= Stephen Boyden =

British-Australian scientist and writer (1925–2025)

Stephen Vickers Boyden AM (8 February 1925 – 26 December 2025) was a British-Australian scientist and writer. He was a Professor Emeritus at the Australian National University (ANU) and is widely recognised for pioneering the field of immunology and human ecology.

==Life and career==
Stephen Vickers Boyden was born in Croydon, England on 8 February 1925, and attended the Royal Veterinary College in London. He then worked at the University of Cambridge and the Rockefeller Institute in New York. He received a PhD in Immunology from the University of Cambridge in 1951. Ian Beveridge was his supervisor.

Early in his career, Stephen made significant breakthroughs in immunology. In 1951, he introduced the "tanned red cell" method of titrating antibodies, which is the most sensitive and possibly the most widely used method of titrating antibodies to proteins.

He worked for a year at the Pasteur Institute in Paris with Pierre Grabar. He also lived in Copenhagen for eight years where he worked for the World Health Organization, becoming chief of the Tuberculosis Immunisation Research Centre.
Boyden emigrated to Australia in 1959
From 1960 He worked at John Curtin School of Medical Research at the Australian National University in Canberra. He was the inventor of the Boyden Chamber, a critical laboratory tool used to study chemotaxis. For his contributions to immunology, Boyden was named a Fellow of the Australian Academy of Science in 1966. In the 1970s, he directed the Hong Kong Human Ecology Program, the world’s first comprehensive ecological study of a major city.

Boyden developed the concept of biohistory, which examines the interplay between biological and cultural processes throughout human history to understand modern environmental challenges.
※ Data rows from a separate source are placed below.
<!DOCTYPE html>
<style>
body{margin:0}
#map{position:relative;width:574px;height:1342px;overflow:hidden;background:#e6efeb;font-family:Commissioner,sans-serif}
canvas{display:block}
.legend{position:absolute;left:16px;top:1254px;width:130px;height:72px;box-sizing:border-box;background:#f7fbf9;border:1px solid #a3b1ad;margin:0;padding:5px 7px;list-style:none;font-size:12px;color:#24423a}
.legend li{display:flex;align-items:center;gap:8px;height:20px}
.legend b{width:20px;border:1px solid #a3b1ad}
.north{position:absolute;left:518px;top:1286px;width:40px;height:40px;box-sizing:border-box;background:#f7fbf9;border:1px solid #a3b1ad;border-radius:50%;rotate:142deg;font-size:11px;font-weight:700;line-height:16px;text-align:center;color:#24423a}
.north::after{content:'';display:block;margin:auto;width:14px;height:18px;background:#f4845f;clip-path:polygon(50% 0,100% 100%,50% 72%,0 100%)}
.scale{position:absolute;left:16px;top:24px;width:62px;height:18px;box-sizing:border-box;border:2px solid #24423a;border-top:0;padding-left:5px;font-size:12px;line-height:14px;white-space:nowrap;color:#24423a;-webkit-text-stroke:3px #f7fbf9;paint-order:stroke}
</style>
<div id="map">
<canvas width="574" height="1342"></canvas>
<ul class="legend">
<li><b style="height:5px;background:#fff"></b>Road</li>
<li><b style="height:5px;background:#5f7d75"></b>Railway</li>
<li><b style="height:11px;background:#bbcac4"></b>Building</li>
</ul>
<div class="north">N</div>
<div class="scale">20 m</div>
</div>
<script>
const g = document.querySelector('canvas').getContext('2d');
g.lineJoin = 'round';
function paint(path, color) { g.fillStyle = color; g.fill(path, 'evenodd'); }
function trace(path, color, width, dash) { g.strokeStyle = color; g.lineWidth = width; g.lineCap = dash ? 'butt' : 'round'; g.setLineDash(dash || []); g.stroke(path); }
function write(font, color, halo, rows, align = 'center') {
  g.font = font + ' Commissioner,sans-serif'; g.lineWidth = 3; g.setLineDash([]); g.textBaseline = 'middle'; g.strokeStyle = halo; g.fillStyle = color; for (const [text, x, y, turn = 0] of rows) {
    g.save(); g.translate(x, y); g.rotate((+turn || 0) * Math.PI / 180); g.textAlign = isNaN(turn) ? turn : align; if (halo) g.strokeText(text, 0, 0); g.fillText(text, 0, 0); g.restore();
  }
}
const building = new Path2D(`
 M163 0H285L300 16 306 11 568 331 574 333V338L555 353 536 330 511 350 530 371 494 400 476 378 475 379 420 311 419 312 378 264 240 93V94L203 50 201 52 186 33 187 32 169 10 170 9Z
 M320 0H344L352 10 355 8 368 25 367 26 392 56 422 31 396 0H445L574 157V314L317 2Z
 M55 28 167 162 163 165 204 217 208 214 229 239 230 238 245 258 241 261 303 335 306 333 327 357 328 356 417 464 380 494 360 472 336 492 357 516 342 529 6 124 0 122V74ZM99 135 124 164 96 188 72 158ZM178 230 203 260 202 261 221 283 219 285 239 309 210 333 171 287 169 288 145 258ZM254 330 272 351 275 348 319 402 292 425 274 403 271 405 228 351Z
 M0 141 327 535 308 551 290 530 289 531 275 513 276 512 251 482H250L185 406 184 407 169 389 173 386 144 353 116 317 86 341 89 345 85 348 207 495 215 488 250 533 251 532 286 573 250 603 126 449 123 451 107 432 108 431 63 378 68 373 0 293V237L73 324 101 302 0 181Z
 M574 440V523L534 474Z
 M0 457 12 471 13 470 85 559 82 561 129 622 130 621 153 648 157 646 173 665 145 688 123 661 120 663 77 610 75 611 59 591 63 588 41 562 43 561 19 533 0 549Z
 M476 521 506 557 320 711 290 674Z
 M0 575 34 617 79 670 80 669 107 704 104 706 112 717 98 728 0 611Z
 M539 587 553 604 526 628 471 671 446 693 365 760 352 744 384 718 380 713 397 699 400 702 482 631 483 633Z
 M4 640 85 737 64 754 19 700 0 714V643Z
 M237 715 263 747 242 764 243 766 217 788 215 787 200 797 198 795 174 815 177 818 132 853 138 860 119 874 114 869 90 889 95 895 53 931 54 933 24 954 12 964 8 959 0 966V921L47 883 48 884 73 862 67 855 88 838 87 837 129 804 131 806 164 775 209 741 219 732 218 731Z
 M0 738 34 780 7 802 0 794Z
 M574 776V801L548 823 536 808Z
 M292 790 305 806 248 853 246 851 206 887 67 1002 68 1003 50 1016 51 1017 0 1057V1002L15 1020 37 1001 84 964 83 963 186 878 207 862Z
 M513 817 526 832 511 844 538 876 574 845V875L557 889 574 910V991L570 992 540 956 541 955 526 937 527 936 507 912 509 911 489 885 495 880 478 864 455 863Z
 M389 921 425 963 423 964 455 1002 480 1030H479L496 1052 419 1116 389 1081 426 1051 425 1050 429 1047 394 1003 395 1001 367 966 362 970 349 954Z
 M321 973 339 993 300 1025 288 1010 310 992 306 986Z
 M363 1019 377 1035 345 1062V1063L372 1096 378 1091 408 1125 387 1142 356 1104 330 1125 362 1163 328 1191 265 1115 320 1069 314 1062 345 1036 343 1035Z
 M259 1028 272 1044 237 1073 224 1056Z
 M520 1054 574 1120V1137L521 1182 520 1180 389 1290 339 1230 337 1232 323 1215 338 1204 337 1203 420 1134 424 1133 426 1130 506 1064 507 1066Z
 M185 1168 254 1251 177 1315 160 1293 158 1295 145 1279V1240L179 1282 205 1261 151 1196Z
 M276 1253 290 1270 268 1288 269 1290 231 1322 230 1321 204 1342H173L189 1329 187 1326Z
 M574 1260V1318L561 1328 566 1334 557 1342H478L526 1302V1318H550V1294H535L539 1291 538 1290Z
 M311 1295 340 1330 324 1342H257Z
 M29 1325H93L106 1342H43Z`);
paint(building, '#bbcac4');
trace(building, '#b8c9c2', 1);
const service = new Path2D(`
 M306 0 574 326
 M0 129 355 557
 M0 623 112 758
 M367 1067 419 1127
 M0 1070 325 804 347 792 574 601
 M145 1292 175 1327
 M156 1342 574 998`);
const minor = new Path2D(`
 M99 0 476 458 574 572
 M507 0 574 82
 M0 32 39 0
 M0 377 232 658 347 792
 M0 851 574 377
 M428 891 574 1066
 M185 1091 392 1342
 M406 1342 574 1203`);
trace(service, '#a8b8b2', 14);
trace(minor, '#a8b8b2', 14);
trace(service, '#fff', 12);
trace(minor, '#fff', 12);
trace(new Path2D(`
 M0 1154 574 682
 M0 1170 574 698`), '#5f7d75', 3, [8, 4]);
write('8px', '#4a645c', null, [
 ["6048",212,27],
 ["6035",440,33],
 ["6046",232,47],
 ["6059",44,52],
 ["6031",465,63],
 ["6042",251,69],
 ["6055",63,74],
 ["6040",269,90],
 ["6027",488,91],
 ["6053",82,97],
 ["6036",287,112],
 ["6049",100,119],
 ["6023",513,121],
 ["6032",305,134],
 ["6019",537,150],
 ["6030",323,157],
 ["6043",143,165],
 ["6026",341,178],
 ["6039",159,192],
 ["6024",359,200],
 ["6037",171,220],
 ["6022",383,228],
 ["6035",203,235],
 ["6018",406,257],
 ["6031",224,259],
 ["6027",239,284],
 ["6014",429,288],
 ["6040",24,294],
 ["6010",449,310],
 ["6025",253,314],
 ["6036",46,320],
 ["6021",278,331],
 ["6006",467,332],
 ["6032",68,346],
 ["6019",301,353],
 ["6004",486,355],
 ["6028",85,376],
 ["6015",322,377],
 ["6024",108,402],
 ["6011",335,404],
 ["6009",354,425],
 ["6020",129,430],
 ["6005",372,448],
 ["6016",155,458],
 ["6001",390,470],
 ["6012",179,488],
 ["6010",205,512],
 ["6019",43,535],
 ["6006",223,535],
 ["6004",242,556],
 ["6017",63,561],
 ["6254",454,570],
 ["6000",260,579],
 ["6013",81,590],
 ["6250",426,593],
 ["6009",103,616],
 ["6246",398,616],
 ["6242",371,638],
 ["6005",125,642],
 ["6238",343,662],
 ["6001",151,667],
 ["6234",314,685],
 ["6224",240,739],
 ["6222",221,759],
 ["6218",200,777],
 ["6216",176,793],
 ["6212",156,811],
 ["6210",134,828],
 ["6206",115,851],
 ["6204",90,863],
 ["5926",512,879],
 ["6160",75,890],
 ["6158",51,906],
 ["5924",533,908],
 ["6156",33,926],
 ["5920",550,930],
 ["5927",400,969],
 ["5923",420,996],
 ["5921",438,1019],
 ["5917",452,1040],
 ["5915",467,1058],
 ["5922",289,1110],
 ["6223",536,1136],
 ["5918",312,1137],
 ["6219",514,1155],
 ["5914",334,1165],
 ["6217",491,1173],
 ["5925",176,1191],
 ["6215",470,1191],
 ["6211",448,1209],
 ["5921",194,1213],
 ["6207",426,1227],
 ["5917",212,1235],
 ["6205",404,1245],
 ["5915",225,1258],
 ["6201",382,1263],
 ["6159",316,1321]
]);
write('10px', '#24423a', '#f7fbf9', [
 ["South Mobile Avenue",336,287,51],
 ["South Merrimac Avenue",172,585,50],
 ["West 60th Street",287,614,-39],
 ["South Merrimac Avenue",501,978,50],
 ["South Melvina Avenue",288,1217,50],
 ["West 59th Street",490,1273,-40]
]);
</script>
He estimated that the ecological impact of humans since our early history has multiplied ten-thousand-fold, mostly in the last hundred years.

In 2024 Richard Horton wrote in The Lancet advocating for the biorenaissance written about by Boyden.

Boyden died in Canberra, Australia on 26 December 2025, at the age of 100.

==Publications==
Boyden authored over 10 books focused on the sustainability of human civilisation and the environment, including:
- A Biorenaissance: The Human Place in Nature, Past, Present and Future (2023) – His most recent work, published at age 98, which advocates for a radical cultural transformation to achieve sustainability.
- The Bionarrative: The story of life and hope for the future (2016) Australian National University Press
- The Biology of Civilisation (2004) – Analyzes human culture as a powerful force within natural ecosystems.
- Western Civilization in Biological Perspective: Patterns in Biohistory (1987) – Explores the biological roots of modern societal health and ecological impact.

==Career highlights and honors==
- Fellow of the Australian Academy of Science: Elected in 1966, he was the Academy’s oldest living Fellow as of 2025.
- Member of the Order of Australia (AM): Awarded in 1998 for his services to human ecology.
- UNESCO Consultant: Served as a consultant on urban ecology for the Man and the Biosphere Programme (1973–1989).
- Founder: Established the Nature and Society Forum in Canberra to promote community involvement in environmental well-being.